« Se concentrer sur le paysage ou bien sur les détails – tout ce qui environne -, contaminent dans une chaîne sans fin. Le reflet déforme multiple et la comparaison s’effectue avec les doubles – un presque même -, est – suppose – une dissolution visuelle – une tentative de ou pour. »
Eric Suchère
« Aussi, pendant sept années, ai-je étudié les effets de l’accouplement du jour et des objets. »
Balzac
« Je réussi de moins en moins à distinguer les deux sortes d’images, celles qui sont gelées dans la pierre et celles qui sont issues des vapeurs de la fiction. Je sais qu’elles sont formées par d’autres voies, toutefois pour les mêmes raisons. Je me persuade qu’elles partagent une destinée fraternelle. »
Roger Caillois
« On ne perçoit pas un paysage, on l’imagine. »
Bachelard
« Le détail fait digression. »
Daniel Arasse
On ne décide pas de ce qui vous arrête. Ni de ce qui vous sollicite avec assez d’insistance pour s’insinuer dans vos rêveries, dans les fibres de vos pensées, induire vos attentions, donner à vos gestes ce toucher qui vous qualifie. Seulement on peut entretenir des penchants, travailler ce qui vous travaille, répondre d’obsessions. Ou danser autour de ces lumières comme un insecte dans le halo d’une ampoule nue. Certains tombent ainsi d’un coup dans leur vie. D’autres par chutes successives dans un dédale de galeries. Par rebonds. Clémentine Chalançon vous dira que l’intérêt qu’elle cultive actuellement pour le motif des lichens et la lèpre des murs lui vient du regard qu’elle a posé un jour sur une toiture de la Kunstakademie de Düsseldorf.

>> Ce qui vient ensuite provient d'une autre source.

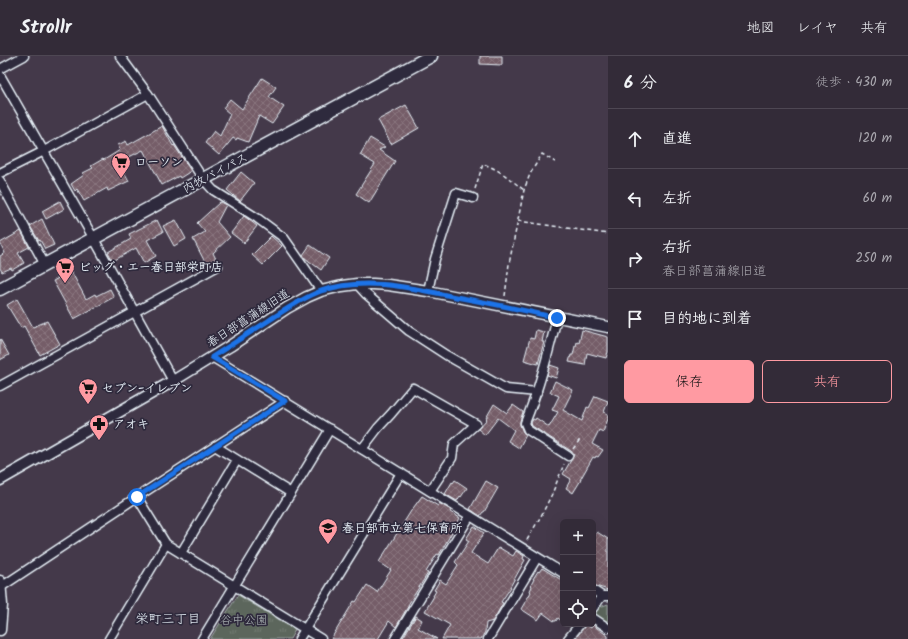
<!DOCTYPE html>
<html lang="ja">
<head>
<meta charset="utf-8">
<style>
	body { margin:0; font-family:Kalam,"Klee One",sans-serif; background:#3e3743; color:#f1f3f6 }
	.controls { position:absolute; right:12px; bottom:12px; display:grid; overflow:hidden; border-radius:6px; box-shadow:0 4px 16px #0002 }
	.controls button { width:36px; height:36px; display:grid; place-items:center; padding:0; border:0; border-bottom:1px solid #4e4753; background:#332b38; color:#f1f3f6; font:20px sans-serif }
	.stop { position:absolute; width:12px; height:12px; margin:-9px; border:3px solid #1a73e8; border-radius:50%; background:#fff }
	.stop.end { background:#1a73e8; border-color:#fff; box-shadow:0 1px 4px #0008 }
	.list { margin:0; padding:0; list-style:none }
	h2 { display:flex; justify-content:space-between; align-items:center; height:52px; margin:0; padding:0 16px; font-size:17px }
	h2 small { font-size:13px; font-weight:400; color:#a9a7ae }
	.list li { display:grid; grid-template-columns:26px 1fr auto; gap:12px; align-items:center; box-sizing:border-box; height:60px; padding:0 16px; border-top:1px solid #4e4753 }
	.list b { display:block; font-size:15px; white-space:nowrap }
	.list p { margin:0; font-size:13px; white-space:nowrap; color:#a9a7ae }
	.list em { font-size:13px; font-style:normal; color:#a9a7ae }
	.actions { display:flex; gap:8px; padding:12px 16px }
	.actions a { flex:1; padding:9px 0; border:1px solid #ff9aa2; border-radius:6px; text-align:center; font-size:14px; color:#ff9aa2 }
	.actions .main { background:#ff9aa2; color:#111 }
	.icon { flex:none; width:22px; height:22px; fill:none; stroke:currentColor; stroke-width:2; stroke-linecap:round; stroke-linejoin:round }
	.map { position:relative; flex:none; width:608px; height:583px; overflow:hidden }
	header { display:flex; align-items:center; gap:24px; box-sizing:border-box; height:56px; padding:0 20px; background:#332b38; border-bottom:1px solid #4e4753 }
	header strong { font-size:19px }
	nav { display:flex; gap:22px; margin-inline-start:auto; font-size:14px }
	main { display:flex }
	aside { flex:1; background:#332b38 }
	.map>svg:first-child { display:block }
</style>
</head>
<body>
<header>
<strong>Strollr</strong>
<nav><a>地図</a><a>レイヤ</a><a>共有</a></nav>
</header>
<main>
<div class="map">
<svg width="608" height="583" viewBox="0 0 608 583">
	<defs>
		<pattern id="park-tufts" width="24" height="20" patternUnits="userSpaceOnUse"><rect width="24" height="20" fill="#5b665b"/><path d="M3 7l-1-3M5 7V3M7 7l1-3M15 17l-1-3M17 17v-4M19 17l1-3" fill="none" stroke="#737c73"/></pattern>
		<pattern id="building-cross-hatch" width="8" height="8" patternUnits="userSpaceOnUse"><rect width="8" height="8" fill="#755d68"/><path d="M0 0l8 8M0 8l8-8" fill="none" stroke="#89757e"/></pattern>
	</defs>
	<rect width="100%" height="100%" fill="#44394a"/>
	<filter id="ink" filterUnits="userSpaceOnUse"><feTurbulence type="fractalNoise" baseFrequency=".025" numOctaves="2"/><feDisplacementMap in="SourceGraphic" scale="8" xChannelSelector="R" yChannelSelector="G"/><feConvolveMatrix kernelMatrix="1 2 1 2 8 2 1 2 1" color-interpolation-filters="sRGB"/></filter>
	<g filter="url(#ink)">
		<g fill="url(#park-tufts)" stroke="#a2acaa">
			<polygon points="238,539 295,574 290,583 210,583"/>
			<polygon points="608,548 608,566 596,559 597,552"/>
		</g>
		<g fill="url(#building-cross-hatch)" stroke="#e8f1f8">
			<polygon points="480,0 502,0 502,9 480,8"/>
			<polygon points="262,22 276,31 269,41 284,51 272,68 259,60 248,86 237,82 236,84 233,82 219,99 205,87 214,75 220,80 230,58 223,52 230,43 242,53"/>
			<polygon points="406,49 419,72 391,88 378,64"/>
			<polygon points="162,70 173,90 174,89 191,115 180,122 179,120 162,129 143,94 119,106 129,125 108,135 107,132 84,145 77,133 75,135 71,128 84,119 83,117 93,112 91,110 103,103 104,104 120,94 118,89 126,85 128,89"/>
			<polygon points="370,82 385,91 379,94 395,105 369,147 356,138 375,108 360,99"/>
			<polygon points="241,116 254,127 240,145 227,134"/>
			<polygon points="60,145 64,153 46,163 42,155"/>
			<polygon points="220,146 226,149 217,166 230,181 213,197 216,203 206,208 193,183 205,176 197,167"/>
			<polygon points="244,160 257,170 244,187 231,177"/>
			<polygon points="42,163 54,189 45,193 40,184 39,185 30,170"/>
			<polygon points="157,164 163,176 147,184 156,200 144,207 136,192 113,205 108,196 131,183 129,178"/>
			<polygon points="176,164 186,183 174,190 163,170"/>
			<polygon points="21,175 29,191 18,197 24,207 12,214 11,212 2,216 0,212 0,200 5,197 0,187"/>
			<polygon points="271,180 282,190 263,209 252,199"/>
			<polygon points="310,189 329,202 321,214 305,202 303,199"/>
			<polygon points="71,215 86,243 95,238 96,240 110,233 114,241 74,263 53,225"/>
			<polygon points="17,243 33,271 47,265 60,288 40,299 24,270 21,272 7,249"/>
			<polygon points="536,274 544,276 542,286 544,286 538,308 524,304 530,282 534,283"/>
			<polygon points="582,274 608,281 608,296 606,302 587,297 585,309 569,306 571,299 573,299 575,290 576,290 577,286 579,287"/>
			<polygon points="0,283 9,299 0,304"/>
			<polygon points="550,309 559,312 556,322 547,319"/>
			<polygon points="555,325 573,334 563,354 582,365 587,351 589,352 595,340 608,345 604,356 608,358 608,363 603,376 599,374 592,388 603,394 598,401 596,400 595,402 593,401 580,424 581,424 573,437 566,432 571,423 563,418 574,399 571,395 532,370 531,367 533,363 535,364 536,362 549,371 558,356 552,354 559,340 550,336"/>
			<polygon points="494,348 507,357 513,349 523,356 520,365 520,369 523,376 526,379 519,392 508,385 514,374 498,362 485,379 478,373 487,363 486,362"/>
			<polygon points="455,424 467,432 461,441 460,440 457,445 445,438 452,426 453,427"/>
			<polygon points="486,425 498,432 484,456 483,456 480,460 470,453"/>
			<polygon points="422,440 438,450 439,447 451,454 450,456 460,462 439,499 437,498 426,516 428,517 408,549 409,549 406,554 396,571 389,565 378,583 331,583 354,545 356,546 367,529 377,536 391,514 379,506 411,455"/>
			<polygon points="474,470 484,477 471,497 488,508 498,492 500,493 500,492 513,500 516,495 524,500 523,503 525,504 510,531 511,531 501,546 503,547 493,565 486,567 485,576 481,583 442,583 450,569 425,555 434,540 433,540 436,535 434,534 440,524 446,528 458,509 455,506 469,485 466,483"/>
			<polygon points="597,476 608,483 608,534 593,529 593,482"/>
			<polygon points="542,512 563,525 563,566 558,562 556,565 554,565 543,557 538,564 521,553 531,536 530,535 532,530 531,529 534,523 533,523 538,515 539,516"/>
			<polygon points="416,560 422,564 418,572 437,583 402,583"/>
			<polygon points="585,568 591,572 593,569 608,580 608,583 575,583 584,571"/>
		</g>
		<g fill="none" stroke-linecap="round" stroke-linejoin="round">
			<defs>
				<g id="minor">
					<polyline points="120,0 148,38 203,123 213,134 257,162 284,182 321,235"/>
					<polyline points="0,13 24,0"/>
					<polyline points="0,19 94,183 173,325"/>
					<polyline points="0,117 44,95 148,38"/>
					<polyline points="0,125 45,209"/>
					<polyline points="357,228 366,238 409,275 446,299 506,333 537,336"/>
					<polyline points="428,235 435,203 456,137 473,142"/>
					<path d="M557,262c-9,36 -18,71 -32,105l3,7 40,26"/>
					<polyline points="212,301 563,517"/>
					<polyline points="0,330 218,210"/>
					<polyline points="215,390 291,437"/>
					<polyline points="362,393 378,372 391,358 413,332 476,368 454,388 452,402 430,435"/>
					<polyline points="137,441 166,488 321,583"/>
					<polyline points="181,497 237,404"/>
					<polyline points="1,531 137,441 285,345"/>
					<polyline points="593,534 602,540 608,540"/>
					<polyline points="593,552 602,540"/>
					<polyline points="593,562 608,572"/>
					<polyline points="109,583 166,488"/>
					<polyline points="202,583 330,373"/>
					<polyline points="299,583 401,417"/>
					<polyline points="395,583 470,460"/>
					<polyline points="488,583 537,502"/>
					<polyline points="568,583 580,568"/>
				</g>
				<g id="tertiary">
					<polyline points="0,424 173,325 230,290 287,252 307,241 321,235 342,230 357,228 373,228 388,229 428,235 608,271"/>
					<polyline points="0,525 2,549 0,574"/>
				</g>
				<polyline id="primary" points="0,233 431,0"/>
			</defs>
			<use href="#minor" stroke="#e8f1f8" stroke-width="11"/>
			<use href="#tertiary" stroke="#e8f1f8" stroke-width="13"/>
			<use href="#primary" stroke="#e8f1f8" stroke-width="15"/>
			<g stroke="#e8f1f8" stroke-width="1.5" stroke-dasharray="4 3" stroke-linecap="butt">
				<path d="M475,133l8,-25c16,5 28,16 41,26"/>
				<polyline points="518,165 608,178"/>
				<polyline points="505,240 509,208 524,134 530,118 542,98 555,106"/>
				<polyline points="573,393 581,382"/>
				<polyline points="527,484 541,460 552,438 564,408"/>
			</g>
			<use href="#minor" stroke="#2f2a3d" stroke-width="8"/>
			<use href="#tertiary" stroke="#2f2a3d" stroke-width="10"/>
			<use href="#primary" stroke="#2f2a3d" stroke-width="12"/>
		</g>
	</g>
	<g fill="none" stroke-linecap="round" stroke-linejoin="round" filter="url(#ink)">
		<path stroke="#1a73e8" stroke-width="5" d="M137,441l148,-96 -73,-44c19,-12 37,-24 56,-36 17,-11 34,-23 53,-30 43,-15 91,-3 135,6 34,6 67,13 101,21"/>
	</g>
	<defs>
		<symbol id="supermarket-pin" viewBox="-11 -11 22 30"><path d="M0 17L-7.5 6A9.5 9.5 0 1 1 7.5 6Z" fill="#ff9aa2" stroke="#2f2a3d"/><path d="M-6-5.5h2.5l.6 2H6L4.5 2H-2.5L-4.4-4H-6ZM-1.5 3.2a1.3 1.3 0 1 0 .1 0ZM3 3.2a1.3 1.3 0 1 0 .1 0Z" fill="#111"/></symbol>
		<symbol id="pharmacy-pin" viewBox="-11 -11 22 30"><path d="M0 17L-7.5 6A9.5 9.5 0 1 1 7.5 6Z" fill="#ff9aa2" stroke="#2f2a3d"/><path d="M-2-6h4v4h4v4h-4v4h-4v-4h-4v-4h4Z" fill="#111"/></symbol>
		<symbol id="school-pin" viewBox="-11 -11 22 30"><path d="M0 17L-7.5 6A9.5 9.5 0 1 1 7.5 6Z" fill="#ff9aa2" stroke="#2f2a3d"/><path d="M0-5L7-2L0 1L-7-2ZM-4 1L0 2.5L4 1V4Q0 6-4 4Z" fill="#111"/></symbol>
	</defs>
	<g fill-rule="evenodd">
		<use href="#supermarket-pin" x="110" y="95" width="22" height="30"/>
		<use href="#supermarket-pin" x="54" y="200" width="22" height="30"/>
		<use href="#supermarket-pin" x="77" y="321" width="22" height="30"/>
		<use href="#pharmacy-pin" x="88" y="357" width="22" height="30"/>
		<use href="#school-pin" x="317" y="461" width="22" height="30"/>
	</g>
	<g text-anchor="middle" stroke-width="3.5" stroke-linejoin="round" paint-order="stroke">
		<g font-size="12" font-weight="bold" fill="#e8f1f8" stroke="#2f2a3d" text-anchor="start">
			<text x="135" y="110">ローソン</text>
			<text x="79" y="215">ビッグ・エー春日部栄町店</text>
			<text x="102" y="336">セブン-イレブン</text>
			<text x="113" y="372">アオキ</text>
			<text x="342" y="476">春日部市立第七保育所</text>
		</g>
		<g font-size="12" fill="#e8f1f8" stroke="#2f2a3d">
			<text transform="translate(215 117) rotate(-28)" y="4">内牧バイパス</text>
			<text transform="translate(248 262) rotate(-33)" y="4">春日部菖蒲線旧道</text>
		</g>
		<g font-size="12" fill="#b0b9b9" stroke="#2f2a3d">
			<text x="244" y="568">谷中公園</text>
		</g>
		<g font-size="13" fill="#e8f1f8" stroke="#2f2a3d">
			<text x="168" y="567">栄町三丁目</text>
		</g>
	</g>
</svg>
<div class="controls">
<button>+</button>
<button>−</button>
<button><svg class="icon" aria-label="locate" viewBox="0 0 24 24"><circle cx="12" cy="12" r="6"/><path d="M12 2v4M12 18v4M2 12h4M18 12h4"/></svg></button>
</div>
<div class="stop" style="left:137px;top:441px"></div>
<div class="stop end" style="left:557px;top:262px"></div>
</div>
<aside>
<h2>6 分<small>徒歩 · 430 m</small></h2>
<ul class="list">
<li><svg class="icon" aria-label="ahead" viewBox="0 0 24 24"><path d="M12 20V5M6 11l6-6 6 6"/></svg><div><b>直進</b></div><em>120 m</em></li>
<li><svg class="icon" aria-label="left" viewBox="0 0 24 24"><path d="M17 20v-9H6M10 6l-5 5 5 5"/></svg><div><b>左折</b></div><em>60 m</em></li>
<li><svg class="icon" aria-label="right" viewBox="0 0 24 24"><path d="M7 20v-9h11M14 6l5 5-5 5"/></svg><div><b>右折</b><p>春日部菖蒲線旧道</p></div><em>250 m</em></li>
<li><svg class="icon" aria-label="arrive" viewBox="0 0 24 24"><path d="M6 21V4h12l-3 4 3 4H6"/></svg><div><b>目的地に到着</b></div></li>
</ul>
<div class="actions"><a class="main">保存</a><a>共有</a></div>
</aside>
</main>
</body>
</html>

Sans doute, l’aura séduit cette idée, cette manifestation subreptice d’une peinture sans peinture, nouage indécidable de projections du peintre sur la réalité et d’une pictorialité anticipée, disséminée, du monde visible qui n’en finit pas, dans ce qu’il produit de ciels, de fleurs, d’oiseaux, d’insectes ou de pierres, de peindre et de se peindre ; de se parer. On ne saura ce qui sur le moment l’y aura rendu sensible, découpant les contours d’une révélation. Mélancolie, épanchement, ou faveur d’une focale, d’une latence. Être artiste ou poète commence dans cette disponibilité. Il suffit quelquefois d’une musique entendue la veille et qui fait rémanence à travers les sollicitations du jour, d’une idée, d’une phrase, d’une remarque qu’on rumine ; d’images. Du mélange aléatoire de bribes d’expériences suscitées par la vie, le milieu, les rencontres et les évitements. D’une infinité de choses très subtiles mais dont la pesée discrète induit une forme d’épanchement, de courant, de dynamique, comme un astre massif courbe l’espace-temps. Combien de fois vous longez un mur sans le voir, sans que rien de ce qu’il installe dans votre paysage ne vous concerne ? Combien de fois vous passez outre un visage, le pignon d’un immeuble, le regard grand ouvert d’une œuvre ? On sait que sans ces négligences, ces inattentions, le monde serait semblable à ces écrans blancs que font les films sur les photographies d’Hiroshi Sugimoto. Nous en serions des buveurs saouls, débordés, saturés, abrutis par un pur présent continu, la percussion continue de millions de stimuli.
Un film : 24 images par seconde. Près de 100 000 images au total défilent sous les yeux d’un spectateur le temps d’une projection. Une partie qui n’aura pas été vue, sur la présence desquelles l’œil n’aura fait que glisser. Autant qui auront été déduites, inventées, imaginées, avec cette impression de mouvement et toutes les sensations kinesthésiques induites. Autant qui auront été appelées, prélevées à l’archive des souvenirs. Pourrait-on seulement lister tout ce qui entre dans le champ d’un regard au cours d’un quart d’heure de dérive ? C’est ce qui fait la complexité subjective du regard, par comparaison avec la captation objective, mécanique, quoi qu’elle aussi partielle, de l’appareil photo. Et ce n’est considérer que la dimension du visible! Aussi, vivre c’est se frayer un chemin, avancer dans la confusion, à la lueur d’une lampe. Passer sur les pierres dispersées d’un pas japonais. Et trouver là dans l’ordinaire ou l’insignifiant une expression locale, presque saisissable, de quelque chose qui l’excède et trame ce que par le mot de monde on entend : idée d’une totalité et solidarité subjective que l’on se fait avec un milieu. C’est une des vérités du panthéisme qui avance avec Anaxagore que si la nature est constituée d’un nombre infini d’éléments semblables qui sont la matière des choses du monde, « tout est dans tout ». Et Dieu, se confondant à la nature qui elle aussi « aime à se cacher » habite cette dialectique qui pour Héraclite le fait « jour nuit, hiver été, guerre paix, satiété faim », « de toute chose l’un et de l’un toute chose ».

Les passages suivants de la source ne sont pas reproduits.